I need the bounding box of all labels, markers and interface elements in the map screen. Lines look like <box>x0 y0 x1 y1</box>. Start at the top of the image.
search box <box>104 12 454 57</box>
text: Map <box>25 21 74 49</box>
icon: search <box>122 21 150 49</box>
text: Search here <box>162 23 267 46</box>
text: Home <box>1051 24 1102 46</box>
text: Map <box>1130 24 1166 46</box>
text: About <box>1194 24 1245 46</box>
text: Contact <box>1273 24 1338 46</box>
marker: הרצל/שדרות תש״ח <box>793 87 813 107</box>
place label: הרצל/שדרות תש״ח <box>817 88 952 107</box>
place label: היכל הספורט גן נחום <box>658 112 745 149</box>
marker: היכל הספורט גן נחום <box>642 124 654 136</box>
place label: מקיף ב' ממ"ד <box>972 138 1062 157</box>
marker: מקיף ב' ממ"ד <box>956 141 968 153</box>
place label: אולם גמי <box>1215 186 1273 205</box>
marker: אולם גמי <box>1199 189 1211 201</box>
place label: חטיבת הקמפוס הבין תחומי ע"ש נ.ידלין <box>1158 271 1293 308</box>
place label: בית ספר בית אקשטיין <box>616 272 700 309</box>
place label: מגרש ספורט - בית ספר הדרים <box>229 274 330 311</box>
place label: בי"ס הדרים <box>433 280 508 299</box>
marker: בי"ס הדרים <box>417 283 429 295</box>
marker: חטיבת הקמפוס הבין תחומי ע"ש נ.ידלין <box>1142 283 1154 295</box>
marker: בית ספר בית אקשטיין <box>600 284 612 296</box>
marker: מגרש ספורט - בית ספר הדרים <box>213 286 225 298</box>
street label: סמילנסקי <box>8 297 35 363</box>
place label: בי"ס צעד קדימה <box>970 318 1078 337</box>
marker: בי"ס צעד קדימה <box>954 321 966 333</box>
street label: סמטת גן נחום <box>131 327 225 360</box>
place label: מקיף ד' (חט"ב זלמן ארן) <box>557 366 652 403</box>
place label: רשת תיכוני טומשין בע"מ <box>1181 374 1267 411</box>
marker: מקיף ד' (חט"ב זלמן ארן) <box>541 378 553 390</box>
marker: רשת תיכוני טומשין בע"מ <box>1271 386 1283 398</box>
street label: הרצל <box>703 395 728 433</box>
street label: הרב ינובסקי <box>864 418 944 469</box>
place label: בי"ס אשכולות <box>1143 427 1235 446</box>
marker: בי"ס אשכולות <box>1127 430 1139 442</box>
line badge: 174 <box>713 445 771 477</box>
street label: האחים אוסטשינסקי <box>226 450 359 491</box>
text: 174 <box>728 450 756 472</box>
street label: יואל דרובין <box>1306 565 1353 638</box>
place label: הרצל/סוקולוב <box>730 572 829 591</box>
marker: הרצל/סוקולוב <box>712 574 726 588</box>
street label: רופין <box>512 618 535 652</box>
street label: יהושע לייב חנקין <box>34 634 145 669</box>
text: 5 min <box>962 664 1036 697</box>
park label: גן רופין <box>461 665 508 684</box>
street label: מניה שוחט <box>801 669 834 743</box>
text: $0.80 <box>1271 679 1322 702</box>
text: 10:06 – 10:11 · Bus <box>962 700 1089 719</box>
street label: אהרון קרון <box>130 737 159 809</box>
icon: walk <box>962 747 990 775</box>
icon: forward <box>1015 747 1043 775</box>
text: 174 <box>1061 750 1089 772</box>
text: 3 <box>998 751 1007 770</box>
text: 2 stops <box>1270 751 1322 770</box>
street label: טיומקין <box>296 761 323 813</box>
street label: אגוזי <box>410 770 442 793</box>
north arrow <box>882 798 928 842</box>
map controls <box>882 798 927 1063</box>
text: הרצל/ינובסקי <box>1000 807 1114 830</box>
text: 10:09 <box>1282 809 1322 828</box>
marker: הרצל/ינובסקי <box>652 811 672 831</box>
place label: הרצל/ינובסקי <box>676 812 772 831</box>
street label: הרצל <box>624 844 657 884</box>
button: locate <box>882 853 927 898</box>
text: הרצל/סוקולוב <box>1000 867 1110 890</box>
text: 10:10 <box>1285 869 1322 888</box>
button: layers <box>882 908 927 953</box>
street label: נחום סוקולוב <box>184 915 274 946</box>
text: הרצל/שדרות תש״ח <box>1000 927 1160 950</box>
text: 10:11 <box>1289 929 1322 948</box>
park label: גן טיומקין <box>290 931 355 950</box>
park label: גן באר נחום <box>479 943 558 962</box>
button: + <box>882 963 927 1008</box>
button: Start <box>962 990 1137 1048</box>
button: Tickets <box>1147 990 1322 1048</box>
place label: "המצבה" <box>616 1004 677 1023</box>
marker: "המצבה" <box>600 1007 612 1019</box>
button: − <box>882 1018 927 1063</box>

^^^^^^^^

EXERCISE GOAL: Where a line contains the word "Start", copy that line from the listing above.

RESULT OF THE TASK:
I need the bounding box of all labels, markers and interface elements in the map screen. Lines look like <box>x0 y0 x1 y1</box>. Start at the top of the image.
button: Start <box>962 990 1137 1048</box>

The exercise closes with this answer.